Task requirements »
Copy all lines containing the string "align" from the records below.

[[ Data, beginning ]]

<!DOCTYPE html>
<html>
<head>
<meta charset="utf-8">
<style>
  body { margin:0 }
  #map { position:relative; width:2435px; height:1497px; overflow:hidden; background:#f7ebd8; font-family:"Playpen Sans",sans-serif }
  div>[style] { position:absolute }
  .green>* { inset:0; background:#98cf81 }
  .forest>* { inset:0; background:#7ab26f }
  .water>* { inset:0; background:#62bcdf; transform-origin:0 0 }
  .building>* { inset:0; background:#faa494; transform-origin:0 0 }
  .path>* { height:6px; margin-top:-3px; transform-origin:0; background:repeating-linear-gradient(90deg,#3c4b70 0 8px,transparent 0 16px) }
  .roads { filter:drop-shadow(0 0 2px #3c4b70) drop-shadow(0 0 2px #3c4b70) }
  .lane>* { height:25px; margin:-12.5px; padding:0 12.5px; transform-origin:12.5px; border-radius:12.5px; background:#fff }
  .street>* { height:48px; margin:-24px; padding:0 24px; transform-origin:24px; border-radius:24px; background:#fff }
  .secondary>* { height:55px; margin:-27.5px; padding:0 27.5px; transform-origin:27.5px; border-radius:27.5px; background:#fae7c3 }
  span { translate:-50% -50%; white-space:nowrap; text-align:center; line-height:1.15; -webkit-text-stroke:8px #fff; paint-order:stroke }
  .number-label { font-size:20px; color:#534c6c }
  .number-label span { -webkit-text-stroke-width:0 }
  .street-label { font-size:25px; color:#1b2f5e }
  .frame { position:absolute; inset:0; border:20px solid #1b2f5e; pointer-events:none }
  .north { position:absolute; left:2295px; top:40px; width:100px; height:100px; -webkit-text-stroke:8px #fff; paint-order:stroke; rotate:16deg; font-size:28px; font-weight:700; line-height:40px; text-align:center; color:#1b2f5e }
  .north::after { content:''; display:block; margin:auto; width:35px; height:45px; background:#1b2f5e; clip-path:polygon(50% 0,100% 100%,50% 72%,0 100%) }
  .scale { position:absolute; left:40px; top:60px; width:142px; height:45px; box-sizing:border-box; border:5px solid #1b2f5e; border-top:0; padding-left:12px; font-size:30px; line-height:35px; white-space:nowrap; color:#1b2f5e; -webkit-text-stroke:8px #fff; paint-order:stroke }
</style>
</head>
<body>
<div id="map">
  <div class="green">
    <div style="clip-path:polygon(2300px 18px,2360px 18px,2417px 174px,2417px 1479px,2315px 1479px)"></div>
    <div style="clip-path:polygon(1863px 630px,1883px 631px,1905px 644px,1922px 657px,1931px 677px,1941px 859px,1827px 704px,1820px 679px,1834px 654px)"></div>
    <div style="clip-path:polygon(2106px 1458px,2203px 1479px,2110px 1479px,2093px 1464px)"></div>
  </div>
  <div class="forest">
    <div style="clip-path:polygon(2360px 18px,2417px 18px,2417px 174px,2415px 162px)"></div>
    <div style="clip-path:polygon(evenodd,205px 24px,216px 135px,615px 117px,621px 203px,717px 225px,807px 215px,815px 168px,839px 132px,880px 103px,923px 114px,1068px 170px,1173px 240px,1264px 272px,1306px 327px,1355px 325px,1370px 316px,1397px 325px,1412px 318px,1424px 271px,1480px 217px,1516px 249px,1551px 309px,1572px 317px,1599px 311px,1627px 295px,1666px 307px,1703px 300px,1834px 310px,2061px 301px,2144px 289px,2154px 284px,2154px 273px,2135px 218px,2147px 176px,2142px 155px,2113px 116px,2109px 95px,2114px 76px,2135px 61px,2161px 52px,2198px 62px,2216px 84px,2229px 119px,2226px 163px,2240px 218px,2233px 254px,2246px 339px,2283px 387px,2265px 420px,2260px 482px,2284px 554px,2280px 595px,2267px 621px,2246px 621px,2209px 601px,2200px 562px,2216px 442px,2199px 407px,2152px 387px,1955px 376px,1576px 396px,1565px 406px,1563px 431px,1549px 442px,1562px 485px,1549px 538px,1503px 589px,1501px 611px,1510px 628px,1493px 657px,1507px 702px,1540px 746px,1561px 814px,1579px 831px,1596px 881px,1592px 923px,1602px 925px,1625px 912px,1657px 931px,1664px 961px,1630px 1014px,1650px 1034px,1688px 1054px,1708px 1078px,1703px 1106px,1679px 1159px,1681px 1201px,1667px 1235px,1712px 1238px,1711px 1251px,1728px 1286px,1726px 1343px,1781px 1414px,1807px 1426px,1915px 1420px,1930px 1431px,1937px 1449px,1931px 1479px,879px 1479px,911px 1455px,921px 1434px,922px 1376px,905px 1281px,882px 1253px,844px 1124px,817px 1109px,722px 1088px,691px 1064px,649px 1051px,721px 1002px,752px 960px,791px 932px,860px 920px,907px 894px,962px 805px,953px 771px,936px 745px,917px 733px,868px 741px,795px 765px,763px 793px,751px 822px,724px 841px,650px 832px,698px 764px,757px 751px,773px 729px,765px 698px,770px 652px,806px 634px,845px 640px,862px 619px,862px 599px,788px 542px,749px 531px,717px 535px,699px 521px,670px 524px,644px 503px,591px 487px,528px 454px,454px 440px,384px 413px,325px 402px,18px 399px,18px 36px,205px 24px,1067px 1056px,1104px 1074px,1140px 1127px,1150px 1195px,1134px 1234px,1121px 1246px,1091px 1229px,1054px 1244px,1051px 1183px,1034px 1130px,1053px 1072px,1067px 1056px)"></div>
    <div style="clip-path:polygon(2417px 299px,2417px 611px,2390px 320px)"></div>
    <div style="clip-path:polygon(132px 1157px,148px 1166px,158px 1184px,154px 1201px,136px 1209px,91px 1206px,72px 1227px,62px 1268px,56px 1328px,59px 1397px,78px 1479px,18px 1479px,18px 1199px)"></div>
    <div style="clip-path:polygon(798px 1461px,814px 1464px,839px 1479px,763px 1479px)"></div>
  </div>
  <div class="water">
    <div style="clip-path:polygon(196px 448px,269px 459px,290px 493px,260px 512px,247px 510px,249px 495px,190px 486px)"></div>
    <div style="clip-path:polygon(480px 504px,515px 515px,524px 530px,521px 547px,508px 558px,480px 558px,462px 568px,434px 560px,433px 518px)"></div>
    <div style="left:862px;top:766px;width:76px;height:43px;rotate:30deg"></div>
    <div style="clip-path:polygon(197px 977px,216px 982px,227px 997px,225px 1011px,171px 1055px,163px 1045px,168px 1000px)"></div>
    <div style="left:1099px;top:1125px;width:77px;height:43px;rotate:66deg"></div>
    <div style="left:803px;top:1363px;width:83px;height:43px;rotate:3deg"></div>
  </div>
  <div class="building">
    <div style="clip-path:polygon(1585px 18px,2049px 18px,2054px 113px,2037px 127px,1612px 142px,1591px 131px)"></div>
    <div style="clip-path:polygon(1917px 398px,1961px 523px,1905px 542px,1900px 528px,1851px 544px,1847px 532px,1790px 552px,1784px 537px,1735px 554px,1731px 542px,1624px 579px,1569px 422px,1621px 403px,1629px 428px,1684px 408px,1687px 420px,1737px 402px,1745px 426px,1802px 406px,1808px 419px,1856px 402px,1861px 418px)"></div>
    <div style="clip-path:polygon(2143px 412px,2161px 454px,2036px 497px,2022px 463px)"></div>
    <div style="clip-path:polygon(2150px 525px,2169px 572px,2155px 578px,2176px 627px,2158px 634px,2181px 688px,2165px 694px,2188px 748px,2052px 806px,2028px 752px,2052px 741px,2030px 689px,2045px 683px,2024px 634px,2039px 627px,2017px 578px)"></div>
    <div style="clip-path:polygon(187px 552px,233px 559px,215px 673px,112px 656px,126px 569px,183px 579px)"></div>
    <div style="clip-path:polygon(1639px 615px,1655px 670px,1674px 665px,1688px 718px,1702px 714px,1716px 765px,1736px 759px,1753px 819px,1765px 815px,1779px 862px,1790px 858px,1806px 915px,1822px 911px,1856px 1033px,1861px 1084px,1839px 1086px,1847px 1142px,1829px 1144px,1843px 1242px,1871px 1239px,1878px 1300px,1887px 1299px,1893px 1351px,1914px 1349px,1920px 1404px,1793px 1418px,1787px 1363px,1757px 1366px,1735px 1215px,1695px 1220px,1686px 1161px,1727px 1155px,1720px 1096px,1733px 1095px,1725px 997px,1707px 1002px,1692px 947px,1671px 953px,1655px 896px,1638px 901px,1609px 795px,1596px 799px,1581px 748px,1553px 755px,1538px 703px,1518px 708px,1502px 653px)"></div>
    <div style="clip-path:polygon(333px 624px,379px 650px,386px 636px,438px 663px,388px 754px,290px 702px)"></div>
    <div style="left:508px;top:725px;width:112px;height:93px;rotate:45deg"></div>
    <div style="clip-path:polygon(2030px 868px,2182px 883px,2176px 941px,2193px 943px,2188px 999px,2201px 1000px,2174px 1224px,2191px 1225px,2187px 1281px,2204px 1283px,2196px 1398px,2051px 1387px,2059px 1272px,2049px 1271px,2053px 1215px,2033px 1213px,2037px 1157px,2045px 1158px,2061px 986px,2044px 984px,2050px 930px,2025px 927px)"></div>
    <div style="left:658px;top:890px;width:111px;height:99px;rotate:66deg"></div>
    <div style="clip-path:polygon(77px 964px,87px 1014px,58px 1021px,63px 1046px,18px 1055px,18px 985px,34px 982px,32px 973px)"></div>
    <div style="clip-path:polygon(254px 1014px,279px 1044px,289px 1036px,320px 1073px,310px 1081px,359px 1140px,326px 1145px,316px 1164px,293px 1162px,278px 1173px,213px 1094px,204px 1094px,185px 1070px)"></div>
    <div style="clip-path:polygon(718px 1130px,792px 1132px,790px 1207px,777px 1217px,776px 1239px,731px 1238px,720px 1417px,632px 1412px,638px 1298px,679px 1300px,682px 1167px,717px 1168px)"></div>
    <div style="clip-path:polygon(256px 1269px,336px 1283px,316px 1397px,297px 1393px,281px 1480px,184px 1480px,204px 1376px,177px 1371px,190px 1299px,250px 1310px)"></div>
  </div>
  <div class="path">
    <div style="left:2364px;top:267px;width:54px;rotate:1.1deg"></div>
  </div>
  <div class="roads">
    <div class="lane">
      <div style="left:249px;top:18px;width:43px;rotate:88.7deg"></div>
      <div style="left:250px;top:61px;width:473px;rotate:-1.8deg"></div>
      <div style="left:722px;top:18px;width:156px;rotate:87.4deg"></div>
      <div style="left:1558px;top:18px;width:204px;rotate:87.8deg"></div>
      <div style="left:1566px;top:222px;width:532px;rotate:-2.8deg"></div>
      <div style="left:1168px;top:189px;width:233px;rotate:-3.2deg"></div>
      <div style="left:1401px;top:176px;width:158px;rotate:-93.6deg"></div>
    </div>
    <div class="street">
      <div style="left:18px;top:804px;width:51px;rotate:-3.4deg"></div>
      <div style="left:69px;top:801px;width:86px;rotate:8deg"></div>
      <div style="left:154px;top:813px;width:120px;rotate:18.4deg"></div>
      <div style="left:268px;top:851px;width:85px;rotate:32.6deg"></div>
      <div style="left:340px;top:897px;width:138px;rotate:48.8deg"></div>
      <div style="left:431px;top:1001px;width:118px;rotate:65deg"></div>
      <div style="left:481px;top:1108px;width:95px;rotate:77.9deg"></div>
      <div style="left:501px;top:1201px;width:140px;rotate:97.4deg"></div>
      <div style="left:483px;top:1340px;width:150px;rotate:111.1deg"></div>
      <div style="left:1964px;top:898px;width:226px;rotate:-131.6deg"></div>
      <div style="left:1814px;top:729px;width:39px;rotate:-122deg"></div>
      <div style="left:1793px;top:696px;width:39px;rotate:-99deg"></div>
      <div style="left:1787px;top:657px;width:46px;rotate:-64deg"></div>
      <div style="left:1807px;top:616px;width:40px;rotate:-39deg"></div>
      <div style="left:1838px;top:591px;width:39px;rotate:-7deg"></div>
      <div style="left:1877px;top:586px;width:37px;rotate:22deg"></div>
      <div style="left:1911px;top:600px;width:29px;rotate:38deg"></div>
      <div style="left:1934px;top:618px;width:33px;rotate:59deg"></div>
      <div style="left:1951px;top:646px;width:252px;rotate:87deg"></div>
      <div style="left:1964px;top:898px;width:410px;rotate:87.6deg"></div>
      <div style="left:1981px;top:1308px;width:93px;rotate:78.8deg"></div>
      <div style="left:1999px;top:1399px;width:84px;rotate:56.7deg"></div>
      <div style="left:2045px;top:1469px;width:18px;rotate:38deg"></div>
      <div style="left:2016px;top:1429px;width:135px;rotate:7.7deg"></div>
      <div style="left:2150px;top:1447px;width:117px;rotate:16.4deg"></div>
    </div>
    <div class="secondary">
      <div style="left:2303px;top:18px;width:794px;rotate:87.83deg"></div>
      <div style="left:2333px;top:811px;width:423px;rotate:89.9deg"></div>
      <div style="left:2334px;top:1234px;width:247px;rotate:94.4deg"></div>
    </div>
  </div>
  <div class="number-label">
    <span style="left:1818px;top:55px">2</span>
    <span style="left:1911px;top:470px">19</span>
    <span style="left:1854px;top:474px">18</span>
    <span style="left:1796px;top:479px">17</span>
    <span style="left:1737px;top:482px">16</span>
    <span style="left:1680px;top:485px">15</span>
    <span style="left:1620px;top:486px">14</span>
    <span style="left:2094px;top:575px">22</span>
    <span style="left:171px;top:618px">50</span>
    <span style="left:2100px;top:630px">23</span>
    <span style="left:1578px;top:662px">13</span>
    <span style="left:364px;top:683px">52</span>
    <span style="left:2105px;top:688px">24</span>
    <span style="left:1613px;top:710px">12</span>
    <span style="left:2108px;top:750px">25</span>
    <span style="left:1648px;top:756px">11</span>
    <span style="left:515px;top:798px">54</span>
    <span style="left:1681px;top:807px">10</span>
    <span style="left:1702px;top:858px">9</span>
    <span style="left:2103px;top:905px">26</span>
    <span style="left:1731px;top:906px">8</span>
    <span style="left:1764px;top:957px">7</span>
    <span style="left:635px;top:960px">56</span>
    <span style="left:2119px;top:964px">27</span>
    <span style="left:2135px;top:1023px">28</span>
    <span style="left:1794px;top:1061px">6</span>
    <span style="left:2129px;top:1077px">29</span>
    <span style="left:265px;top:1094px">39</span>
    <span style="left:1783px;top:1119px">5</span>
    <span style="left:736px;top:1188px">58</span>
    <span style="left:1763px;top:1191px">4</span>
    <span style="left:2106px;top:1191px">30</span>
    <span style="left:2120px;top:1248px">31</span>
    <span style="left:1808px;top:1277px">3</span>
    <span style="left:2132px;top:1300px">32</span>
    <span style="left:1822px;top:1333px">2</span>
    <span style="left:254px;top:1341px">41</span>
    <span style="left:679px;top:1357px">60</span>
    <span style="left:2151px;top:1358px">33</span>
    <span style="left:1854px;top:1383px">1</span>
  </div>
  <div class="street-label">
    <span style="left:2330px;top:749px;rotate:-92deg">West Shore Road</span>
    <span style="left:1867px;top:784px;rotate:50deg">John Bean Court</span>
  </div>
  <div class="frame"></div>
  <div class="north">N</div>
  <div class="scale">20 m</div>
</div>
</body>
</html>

[[ Data, end ]]

Response to the exercise »
  span { translate:-50% -50%; white-space:nowrap; text-align:center; line-height:1.15; -webkit-text-stroke:8px #fff; paint-order:stroke }
  .north { position:absolute; left:2295px; top:40px; width:100px; height:100px; -webkit-text-stroke:8px #fff; paint-order:stroke; rotate:16deg; font-size:28px; font-weight:700; line-height:40px; text-align:center; color:#1b2f5e }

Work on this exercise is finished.